Sobre el debate de Multipolaridad vs. Polaridad, pensamos que no hay que hacerse ilusiones. Es importante analizar no solo las variables económicas de las potencias imperialistas/países emergentes, sino también la hegemonía político-militar. En ese sentido, si bien las variables de crecimiento económico chino y ruso son considerables, hoy EEUU tiene cuatro veces más presupuesto bélico que China y diez veces más que Rusia. Hay que remarcar que EEUU no tiene la misma hegemonía indiscutida de los años 90, y que ahora necesita el consenso de la OTAN para plantear invasiones directas. No creemos que haya que abogar desde el campo popular por la multipolaridad. La multipolaridad no es el equilibrio entre potencias, y de serlo, tampoco sería deseable. El imperialismo tiene implicancias descarnadas para los pueblos oprimidos, lo aplique quien lo aplique. Así como no existe un capitalismo humano, tampoco un imperialismo en ese sentido. No tenemos que confundirnos, pensar que implica mejoras el advenimiento de las potencias rusa y china. Las relaciones político-económicas que mantienen con los países periféricos al capitalismo metropolitano es una relación de sometimiento, de profundización de la dependencia y la primarización de sus economías. Por último, no descartamos que una posible guerra inter-imperialista (hoy lejana, no planteada) puede presentar condiciones más favorables para la intervención disruptiva del pueblo, con una perspectiva de liberación propia. Pero la tarea central es mantener la independencia de clase de cualquier imperialismo.

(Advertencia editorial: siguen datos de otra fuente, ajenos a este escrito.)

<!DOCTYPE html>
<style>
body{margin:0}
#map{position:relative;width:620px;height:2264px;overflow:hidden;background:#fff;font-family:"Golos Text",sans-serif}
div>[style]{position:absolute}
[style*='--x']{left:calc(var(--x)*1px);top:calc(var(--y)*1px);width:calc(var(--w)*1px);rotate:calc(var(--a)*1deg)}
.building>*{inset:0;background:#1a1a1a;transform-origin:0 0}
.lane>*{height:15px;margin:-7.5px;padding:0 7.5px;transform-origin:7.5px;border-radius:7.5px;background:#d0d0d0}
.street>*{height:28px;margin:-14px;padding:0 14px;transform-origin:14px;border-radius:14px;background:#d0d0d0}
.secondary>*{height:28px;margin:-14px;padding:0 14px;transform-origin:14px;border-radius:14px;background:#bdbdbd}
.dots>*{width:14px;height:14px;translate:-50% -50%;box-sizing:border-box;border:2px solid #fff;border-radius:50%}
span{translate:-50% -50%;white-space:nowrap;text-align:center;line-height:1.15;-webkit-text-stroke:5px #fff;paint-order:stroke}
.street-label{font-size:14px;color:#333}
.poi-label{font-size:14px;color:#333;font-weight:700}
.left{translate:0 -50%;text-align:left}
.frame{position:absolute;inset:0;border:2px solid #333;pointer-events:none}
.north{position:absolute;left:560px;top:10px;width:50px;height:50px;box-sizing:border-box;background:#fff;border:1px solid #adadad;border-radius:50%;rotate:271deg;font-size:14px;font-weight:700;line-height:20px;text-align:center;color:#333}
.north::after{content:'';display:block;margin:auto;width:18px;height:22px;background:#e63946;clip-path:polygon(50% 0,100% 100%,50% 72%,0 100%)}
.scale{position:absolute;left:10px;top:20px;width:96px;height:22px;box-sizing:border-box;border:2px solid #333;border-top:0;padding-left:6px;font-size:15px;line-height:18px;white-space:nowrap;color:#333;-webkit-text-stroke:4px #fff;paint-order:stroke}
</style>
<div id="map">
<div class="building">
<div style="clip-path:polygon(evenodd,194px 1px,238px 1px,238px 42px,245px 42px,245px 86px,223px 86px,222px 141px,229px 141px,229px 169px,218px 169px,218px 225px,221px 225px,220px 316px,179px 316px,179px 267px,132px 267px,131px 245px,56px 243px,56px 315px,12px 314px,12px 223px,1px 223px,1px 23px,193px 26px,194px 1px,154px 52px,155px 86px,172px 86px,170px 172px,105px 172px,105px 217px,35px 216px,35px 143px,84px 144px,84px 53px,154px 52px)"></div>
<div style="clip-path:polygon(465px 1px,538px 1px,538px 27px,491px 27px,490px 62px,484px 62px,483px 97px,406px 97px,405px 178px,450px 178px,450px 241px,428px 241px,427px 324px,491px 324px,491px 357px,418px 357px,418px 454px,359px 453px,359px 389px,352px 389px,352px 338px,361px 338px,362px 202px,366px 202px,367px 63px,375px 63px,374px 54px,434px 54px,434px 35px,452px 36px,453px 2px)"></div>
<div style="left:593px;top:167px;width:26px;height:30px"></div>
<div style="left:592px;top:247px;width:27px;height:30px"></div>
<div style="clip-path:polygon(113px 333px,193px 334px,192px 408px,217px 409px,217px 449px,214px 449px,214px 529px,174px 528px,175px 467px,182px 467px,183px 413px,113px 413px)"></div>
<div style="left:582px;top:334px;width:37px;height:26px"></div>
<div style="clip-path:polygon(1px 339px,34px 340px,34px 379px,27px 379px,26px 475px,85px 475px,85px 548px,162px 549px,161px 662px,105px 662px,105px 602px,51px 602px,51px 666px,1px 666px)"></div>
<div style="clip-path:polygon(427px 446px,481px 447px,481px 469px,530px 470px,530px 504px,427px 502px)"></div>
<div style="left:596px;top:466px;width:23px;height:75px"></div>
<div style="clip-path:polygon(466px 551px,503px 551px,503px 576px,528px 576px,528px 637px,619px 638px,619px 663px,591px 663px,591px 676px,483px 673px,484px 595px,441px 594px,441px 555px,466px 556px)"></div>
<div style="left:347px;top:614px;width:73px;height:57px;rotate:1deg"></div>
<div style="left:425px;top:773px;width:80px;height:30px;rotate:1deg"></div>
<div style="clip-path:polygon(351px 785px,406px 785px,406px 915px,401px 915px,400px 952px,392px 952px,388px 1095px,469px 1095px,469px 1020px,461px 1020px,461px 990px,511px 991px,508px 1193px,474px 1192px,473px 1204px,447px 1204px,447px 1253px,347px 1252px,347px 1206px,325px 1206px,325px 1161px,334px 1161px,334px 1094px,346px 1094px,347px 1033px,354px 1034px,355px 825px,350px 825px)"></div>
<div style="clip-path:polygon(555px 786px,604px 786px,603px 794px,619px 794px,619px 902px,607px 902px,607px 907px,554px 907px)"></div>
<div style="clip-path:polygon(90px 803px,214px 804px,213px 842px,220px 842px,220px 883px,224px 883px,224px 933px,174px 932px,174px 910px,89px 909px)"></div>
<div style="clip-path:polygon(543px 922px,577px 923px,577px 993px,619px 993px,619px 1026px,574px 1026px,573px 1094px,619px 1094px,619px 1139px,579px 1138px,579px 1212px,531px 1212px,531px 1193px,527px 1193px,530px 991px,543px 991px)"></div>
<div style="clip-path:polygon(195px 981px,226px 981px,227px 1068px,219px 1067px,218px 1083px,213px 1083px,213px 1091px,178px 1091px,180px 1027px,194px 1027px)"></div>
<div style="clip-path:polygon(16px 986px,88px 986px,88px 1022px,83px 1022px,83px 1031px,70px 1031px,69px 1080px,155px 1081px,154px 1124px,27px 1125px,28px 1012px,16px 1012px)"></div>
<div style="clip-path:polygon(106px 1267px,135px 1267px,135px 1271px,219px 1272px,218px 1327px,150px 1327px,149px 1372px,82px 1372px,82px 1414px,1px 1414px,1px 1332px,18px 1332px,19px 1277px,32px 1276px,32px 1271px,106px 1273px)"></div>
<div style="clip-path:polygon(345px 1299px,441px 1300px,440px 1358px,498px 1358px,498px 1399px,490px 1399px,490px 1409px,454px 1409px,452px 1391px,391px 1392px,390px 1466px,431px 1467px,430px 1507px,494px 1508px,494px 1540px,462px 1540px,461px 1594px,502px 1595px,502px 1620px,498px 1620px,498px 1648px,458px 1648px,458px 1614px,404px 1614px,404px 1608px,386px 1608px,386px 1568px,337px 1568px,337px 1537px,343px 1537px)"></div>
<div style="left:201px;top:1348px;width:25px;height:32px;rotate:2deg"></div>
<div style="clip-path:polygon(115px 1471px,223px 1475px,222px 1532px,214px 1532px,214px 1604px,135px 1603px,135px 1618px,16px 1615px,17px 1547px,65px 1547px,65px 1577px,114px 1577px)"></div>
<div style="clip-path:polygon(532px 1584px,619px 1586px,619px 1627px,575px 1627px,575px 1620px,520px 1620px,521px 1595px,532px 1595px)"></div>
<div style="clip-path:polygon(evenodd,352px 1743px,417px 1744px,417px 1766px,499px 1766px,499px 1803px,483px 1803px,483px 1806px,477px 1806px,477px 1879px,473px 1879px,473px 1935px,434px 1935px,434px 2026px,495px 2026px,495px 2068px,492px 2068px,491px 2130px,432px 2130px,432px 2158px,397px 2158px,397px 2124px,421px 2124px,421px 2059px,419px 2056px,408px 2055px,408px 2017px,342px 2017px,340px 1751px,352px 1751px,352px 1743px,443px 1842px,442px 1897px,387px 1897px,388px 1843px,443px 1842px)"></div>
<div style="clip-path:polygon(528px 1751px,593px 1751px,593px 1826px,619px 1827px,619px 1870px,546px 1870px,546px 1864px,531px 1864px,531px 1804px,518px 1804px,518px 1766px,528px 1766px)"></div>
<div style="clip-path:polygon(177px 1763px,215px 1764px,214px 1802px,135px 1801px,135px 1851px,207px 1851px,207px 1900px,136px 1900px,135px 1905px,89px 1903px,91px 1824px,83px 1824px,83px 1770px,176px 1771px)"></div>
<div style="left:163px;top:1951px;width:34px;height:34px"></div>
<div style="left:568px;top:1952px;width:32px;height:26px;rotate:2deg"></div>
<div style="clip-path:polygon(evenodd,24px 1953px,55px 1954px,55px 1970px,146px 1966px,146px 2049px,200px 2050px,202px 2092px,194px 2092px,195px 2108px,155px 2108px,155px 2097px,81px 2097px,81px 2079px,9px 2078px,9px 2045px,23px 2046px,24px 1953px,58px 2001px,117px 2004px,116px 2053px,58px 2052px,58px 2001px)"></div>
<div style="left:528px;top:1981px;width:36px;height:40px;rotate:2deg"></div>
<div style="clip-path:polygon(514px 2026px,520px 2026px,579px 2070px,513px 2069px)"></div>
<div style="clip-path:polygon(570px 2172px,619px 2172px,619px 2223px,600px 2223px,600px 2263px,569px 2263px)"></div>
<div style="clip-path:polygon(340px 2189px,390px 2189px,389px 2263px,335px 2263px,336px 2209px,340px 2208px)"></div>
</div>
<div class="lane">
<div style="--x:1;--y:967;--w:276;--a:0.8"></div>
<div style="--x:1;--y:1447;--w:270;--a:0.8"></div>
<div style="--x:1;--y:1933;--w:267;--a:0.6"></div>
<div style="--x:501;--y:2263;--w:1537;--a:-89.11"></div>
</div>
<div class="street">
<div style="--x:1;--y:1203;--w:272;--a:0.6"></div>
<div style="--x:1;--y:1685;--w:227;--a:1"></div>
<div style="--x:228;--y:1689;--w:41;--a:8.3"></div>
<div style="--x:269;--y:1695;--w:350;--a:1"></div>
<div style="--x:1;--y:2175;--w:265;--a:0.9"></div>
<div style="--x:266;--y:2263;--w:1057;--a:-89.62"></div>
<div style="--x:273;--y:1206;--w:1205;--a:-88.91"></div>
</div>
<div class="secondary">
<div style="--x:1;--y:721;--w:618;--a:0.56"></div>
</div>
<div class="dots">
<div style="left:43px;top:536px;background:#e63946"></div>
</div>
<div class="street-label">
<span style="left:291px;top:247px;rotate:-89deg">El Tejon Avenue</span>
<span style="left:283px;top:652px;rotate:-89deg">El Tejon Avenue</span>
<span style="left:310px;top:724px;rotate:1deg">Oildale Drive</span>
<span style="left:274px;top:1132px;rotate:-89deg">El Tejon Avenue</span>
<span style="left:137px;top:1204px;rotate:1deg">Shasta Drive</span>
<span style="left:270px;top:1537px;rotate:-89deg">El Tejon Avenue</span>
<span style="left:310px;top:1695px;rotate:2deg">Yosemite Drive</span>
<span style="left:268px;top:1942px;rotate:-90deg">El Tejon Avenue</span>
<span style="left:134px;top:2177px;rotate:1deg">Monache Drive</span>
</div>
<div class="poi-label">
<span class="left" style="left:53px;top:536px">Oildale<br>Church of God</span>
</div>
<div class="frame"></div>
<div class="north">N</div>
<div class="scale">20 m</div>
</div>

Como generación que se propone un cambio de raíz para nuestro país y nuestra clase no debemos olvidar lo que el Che sintetizó en breves palabras… “no confiar en el imperialismo, ni un tantito así”.

 

Bibliografía sugerida:
– “El imperialismo, fase superior del capitalismo” – Lenin (1916)
– “Bajo el imperio del capital” – Claudio Katz (2012)
– “El capitalismo tardío” – Ernest Mandel (1979)
–  Otros autores: Perry Anderson, Leo Panitch.